When the author was in high school, I shant reveal when, students of the city went out on ‘strike’ as a result of the school board locking out the teacher’s. I was also on the picket line when local 2251 Steelworker’s went out on strike at the steel plant the same year. To watch Jay Barushel and a wonderful Canadian cast execute this polemic against apathy and boredom rekindled the reason’s social justice and caring are not irrelevent and misplaced. We live in an age were communal aspirations and the fight against total domination by authorities, whether a Texas school board against sex education or a giant corporation privatizing profit and socializing debt, must be dealt with.
The Trotsky accomplishes this with humour, wit, charm and principle.
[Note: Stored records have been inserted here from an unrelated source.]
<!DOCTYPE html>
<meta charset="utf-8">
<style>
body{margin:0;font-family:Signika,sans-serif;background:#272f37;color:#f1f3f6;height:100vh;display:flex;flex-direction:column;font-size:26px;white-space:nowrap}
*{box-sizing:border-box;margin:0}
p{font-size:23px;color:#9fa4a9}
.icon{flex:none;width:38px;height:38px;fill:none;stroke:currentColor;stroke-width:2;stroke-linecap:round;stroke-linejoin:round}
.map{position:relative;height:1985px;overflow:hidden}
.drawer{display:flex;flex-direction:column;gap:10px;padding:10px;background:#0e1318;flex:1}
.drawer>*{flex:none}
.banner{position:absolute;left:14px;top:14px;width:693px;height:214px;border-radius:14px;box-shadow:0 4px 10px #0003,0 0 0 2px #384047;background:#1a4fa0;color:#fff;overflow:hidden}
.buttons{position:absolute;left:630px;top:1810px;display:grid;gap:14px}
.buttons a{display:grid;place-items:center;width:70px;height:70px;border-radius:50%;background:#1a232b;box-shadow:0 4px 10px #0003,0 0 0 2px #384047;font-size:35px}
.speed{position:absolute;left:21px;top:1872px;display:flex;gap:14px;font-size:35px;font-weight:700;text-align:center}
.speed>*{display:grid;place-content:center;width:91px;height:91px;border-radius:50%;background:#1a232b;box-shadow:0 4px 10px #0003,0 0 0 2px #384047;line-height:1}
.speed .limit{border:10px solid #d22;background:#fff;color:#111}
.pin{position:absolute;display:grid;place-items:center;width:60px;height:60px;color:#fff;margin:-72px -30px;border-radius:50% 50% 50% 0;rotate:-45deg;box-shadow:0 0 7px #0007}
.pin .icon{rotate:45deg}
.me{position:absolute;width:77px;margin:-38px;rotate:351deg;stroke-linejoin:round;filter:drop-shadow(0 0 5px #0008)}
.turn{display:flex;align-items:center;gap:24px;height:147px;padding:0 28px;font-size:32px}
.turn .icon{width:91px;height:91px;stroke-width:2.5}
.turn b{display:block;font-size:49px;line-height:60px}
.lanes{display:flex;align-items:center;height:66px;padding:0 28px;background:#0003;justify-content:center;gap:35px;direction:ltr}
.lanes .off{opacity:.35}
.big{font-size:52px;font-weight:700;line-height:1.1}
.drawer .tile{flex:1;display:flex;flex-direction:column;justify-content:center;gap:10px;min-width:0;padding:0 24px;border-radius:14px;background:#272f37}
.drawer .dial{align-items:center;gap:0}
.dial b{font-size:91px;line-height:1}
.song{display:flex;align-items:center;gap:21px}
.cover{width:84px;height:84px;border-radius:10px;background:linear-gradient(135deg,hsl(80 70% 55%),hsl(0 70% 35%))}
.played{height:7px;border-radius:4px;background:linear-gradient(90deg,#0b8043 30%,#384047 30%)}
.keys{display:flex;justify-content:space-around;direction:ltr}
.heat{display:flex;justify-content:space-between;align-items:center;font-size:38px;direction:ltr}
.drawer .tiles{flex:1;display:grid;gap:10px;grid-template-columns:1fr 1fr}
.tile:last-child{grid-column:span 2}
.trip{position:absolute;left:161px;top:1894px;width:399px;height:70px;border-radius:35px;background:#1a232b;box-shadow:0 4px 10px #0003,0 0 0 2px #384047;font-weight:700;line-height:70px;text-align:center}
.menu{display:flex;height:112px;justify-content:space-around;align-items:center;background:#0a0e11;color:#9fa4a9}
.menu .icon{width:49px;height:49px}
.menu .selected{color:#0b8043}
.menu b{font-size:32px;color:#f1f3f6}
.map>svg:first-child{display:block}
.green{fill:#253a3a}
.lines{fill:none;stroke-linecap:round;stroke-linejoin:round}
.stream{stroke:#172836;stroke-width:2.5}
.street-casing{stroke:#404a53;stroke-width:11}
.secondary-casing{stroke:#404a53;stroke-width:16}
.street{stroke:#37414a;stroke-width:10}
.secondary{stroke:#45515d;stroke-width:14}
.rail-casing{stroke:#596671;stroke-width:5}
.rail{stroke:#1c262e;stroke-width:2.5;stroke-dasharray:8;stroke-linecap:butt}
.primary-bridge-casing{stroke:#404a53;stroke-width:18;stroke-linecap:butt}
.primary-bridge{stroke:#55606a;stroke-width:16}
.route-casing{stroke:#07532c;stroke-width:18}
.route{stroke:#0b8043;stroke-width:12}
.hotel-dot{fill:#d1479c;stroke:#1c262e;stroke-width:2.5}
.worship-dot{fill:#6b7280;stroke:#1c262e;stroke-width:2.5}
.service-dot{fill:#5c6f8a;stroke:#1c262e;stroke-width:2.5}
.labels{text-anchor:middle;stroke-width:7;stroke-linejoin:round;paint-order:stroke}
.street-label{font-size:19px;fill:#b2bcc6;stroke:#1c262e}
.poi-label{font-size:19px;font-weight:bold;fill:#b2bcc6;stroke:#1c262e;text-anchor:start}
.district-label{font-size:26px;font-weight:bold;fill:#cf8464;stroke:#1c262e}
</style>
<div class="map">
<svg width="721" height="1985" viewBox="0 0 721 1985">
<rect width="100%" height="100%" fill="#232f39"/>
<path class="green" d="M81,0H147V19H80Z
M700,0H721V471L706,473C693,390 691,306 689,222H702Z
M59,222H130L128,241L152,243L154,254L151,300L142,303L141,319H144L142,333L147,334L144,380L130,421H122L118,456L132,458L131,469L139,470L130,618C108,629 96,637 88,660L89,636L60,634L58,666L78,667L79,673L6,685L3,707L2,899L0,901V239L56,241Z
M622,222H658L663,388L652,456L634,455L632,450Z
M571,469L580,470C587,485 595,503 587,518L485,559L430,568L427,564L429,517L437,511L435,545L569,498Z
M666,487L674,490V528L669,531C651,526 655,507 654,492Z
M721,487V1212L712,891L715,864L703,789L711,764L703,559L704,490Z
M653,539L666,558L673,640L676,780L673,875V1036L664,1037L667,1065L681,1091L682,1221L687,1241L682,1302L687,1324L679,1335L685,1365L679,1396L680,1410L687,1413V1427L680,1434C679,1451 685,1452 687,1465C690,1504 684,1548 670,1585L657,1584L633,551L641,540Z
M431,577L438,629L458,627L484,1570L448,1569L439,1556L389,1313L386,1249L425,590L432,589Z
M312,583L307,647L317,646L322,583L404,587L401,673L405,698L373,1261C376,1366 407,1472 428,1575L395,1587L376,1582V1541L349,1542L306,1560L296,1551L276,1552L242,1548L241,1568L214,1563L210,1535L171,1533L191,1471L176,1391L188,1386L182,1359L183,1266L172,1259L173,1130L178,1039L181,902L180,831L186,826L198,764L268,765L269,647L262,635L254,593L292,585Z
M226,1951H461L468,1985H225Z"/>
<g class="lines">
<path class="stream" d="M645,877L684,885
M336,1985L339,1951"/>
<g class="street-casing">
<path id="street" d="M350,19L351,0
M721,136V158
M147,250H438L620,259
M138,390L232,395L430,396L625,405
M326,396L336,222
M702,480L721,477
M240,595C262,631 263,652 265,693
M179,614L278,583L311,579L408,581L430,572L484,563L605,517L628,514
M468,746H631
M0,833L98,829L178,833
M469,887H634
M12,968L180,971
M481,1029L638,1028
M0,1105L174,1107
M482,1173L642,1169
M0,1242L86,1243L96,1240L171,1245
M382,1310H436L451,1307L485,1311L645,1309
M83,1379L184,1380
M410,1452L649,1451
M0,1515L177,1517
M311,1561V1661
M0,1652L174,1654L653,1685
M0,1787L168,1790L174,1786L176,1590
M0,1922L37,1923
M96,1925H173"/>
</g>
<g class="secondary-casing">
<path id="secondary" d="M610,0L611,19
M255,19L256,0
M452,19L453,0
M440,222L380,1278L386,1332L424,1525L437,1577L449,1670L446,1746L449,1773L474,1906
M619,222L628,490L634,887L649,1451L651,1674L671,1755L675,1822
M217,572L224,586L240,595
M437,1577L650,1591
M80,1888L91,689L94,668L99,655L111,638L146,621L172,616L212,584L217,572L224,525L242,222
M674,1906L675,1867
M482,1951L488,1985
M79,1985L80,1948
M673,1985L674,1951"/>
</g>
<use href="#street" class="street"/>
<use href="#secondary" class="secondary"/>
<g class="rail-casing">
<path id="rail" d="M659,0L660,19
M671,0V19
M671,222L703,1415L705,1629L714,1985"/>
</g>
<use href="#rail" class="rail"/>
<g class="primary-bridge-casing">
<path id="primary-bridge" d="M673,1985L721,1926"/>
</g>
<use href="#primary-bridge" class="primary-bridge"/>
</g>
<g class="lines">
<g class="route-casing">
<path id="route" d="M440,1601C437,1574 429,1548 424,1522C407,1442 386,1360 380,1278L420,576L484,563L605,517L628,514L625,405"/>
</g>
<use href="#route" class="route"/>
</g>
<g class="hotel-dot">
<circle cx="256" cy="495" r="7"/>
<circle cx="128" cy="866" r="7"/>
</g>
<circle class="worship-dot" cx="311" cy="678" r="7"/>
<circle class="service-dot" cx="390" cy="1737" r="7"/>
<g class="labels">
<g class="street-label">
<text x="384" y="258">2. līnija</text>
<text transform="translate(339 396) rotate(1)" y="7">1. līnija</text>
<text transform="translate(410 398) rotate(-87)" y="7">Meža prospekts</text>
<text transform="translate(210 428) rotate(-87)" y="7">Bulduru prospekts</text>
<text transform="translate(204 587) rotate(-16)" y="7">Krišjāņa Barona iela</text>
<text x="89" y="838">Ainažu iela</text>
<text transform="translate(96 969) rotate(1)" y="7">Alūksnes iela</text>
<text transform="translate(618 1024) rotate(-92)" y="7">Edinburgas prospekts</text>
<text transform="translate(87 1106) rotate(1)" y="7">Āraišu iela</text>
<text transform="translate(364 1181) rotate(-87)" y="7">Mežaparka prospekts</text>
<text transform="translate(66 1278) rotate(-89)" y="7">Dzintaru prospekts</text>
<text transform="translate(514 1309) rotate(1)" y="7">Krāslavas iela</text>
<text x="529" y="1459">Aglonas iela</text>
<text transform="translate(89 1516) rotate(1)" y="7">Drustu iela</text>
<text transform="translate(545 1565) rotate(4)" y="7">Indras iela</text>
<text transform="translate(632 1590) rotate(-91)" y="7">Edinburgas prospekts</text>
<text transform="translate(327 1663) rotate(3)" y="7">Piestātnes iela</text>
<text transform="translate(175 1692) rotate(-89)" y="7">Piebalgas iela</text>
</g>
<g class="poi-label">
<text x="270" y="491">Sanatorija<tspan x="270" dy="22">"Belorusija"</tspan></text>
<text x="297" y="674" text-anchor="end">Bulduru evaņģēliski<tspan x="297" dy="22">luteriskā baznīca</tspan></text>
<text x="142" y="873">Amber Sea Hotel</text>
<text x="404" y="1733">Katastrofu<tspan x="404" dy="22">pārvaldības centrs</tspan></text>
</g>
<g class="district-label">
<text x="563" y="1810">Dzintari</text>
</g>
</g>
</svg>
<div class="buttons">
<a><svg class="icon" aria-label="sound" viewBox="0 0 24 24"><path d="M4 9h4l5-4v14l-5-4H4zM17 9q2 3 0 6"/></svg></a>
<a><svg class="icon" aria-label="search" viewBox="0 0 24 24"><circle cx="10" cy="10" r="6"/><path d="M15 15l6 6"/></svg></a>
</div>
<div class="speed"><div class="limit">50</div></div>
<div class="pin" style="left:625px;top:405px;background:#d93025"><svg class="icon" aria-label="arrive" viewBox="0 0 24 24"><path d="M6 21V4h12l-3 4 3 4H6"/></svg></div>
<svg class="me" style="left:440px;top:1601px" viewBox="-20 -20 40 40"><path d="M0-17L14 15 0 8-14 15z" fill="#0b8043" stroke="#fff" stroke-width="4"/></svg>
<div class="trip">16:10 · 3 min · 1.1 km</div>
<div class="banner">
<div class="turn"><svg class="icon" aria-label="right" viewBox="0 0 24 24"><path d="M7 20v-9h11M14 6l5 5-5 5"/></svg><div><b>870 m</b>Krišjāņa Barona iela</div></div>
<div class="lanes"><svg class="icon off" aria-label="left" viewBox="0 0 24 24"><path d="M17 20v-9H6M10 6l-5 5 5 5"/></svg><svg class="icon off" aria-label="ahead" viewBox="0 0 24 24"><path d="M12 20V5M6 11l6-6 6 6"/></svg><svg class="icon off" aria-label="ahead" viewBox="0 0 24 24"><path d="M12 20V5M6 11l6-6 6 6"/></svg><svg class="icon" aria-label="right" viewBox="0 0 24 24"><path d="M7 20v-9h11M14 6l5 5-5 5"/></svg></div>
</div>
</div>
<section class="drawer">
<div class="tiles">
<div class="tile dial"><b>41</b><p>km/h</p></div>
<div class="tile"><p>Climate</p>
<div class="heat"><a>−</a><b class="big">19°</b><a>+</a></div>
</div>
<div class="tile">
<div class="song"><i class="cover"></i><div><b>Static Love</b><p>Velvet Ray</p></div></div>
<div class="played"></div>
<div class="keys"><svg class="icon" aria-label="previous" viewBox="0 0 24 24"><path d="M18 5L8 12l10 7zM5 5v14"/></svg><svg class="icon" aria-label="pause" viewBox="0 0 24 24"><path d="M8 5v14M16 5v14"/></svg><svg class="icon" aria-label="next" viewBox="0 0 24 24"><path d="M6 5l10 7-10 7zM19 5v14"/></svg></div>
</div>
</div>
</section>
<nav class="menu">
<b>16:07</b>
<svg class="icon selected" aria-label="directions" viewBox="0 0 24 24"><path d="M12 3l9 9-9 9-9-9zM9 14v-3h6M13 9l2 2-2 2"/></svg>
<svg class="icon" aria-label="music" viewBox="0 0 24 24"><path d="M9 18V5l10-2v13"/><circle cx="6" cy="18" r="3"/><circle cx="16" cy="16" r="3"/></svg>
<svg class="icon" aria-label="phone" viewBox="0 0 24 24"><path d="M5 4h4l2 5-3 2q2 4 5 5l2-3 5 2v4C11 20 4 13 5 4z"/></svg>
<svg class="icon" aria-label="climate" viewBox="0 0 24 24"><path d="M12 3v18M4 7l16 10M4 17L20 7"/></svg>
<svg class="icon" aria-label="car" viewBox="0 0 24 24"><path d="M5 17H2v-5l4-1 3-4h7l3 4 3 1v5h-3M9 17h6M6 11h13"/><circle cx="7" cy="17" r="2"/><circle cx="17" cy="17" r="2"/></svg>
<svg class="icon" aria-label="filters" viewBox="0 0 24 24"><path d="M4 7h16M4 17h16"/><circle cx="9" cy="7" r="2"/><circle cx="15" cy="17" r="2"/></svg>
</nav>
The added bonus is that it is a Canadian film. Kudos to Jay Baruchel, Domini Blyth, Genevive Bujold, Anne Marie Cadeaux, Jesse Camacho, Colm Feore, Emily Hampshire, David Julian Hersh, Tiio Horn, Ricky Mabe, Michael Murphy, Jessica Pare, Tommy Amber Pire, and the incomparable Saul Rubinek. Written and directed with love by Jacob Tierney.
A SINGLE MAN is a beautiful, delicate walk through grief and the appreciation of now. Through the memory of the relationship of his deceased partner and the compassion of a student in the professor’s class that brings him to the appreciation of the moments lived and to be lived in the here in now, Colin Firth’s performance is luminous.
I don’t want to give away the plot of the film for it is essential to the catharsis of the audience member. There are moments in this film that are so intimate that I felt like I should turn away so that I wouldn’t intrude on the delicacy of the interchange for fear of ruining the completion of the understanding of the moment.
The Music in A Single Man is haunting, captivating and mesmerizing. A small but big film, A Single Man.
Both these films have learning as a central theme. The student body learning that the past can help them in the here and now with the institution that leaves them apathetic and bored. The institutional man shaken out of torpor by accident and learning to live in the present through seeing the individual student.
Effective and affective, THE TROTSKY and THE SINGLE MAN.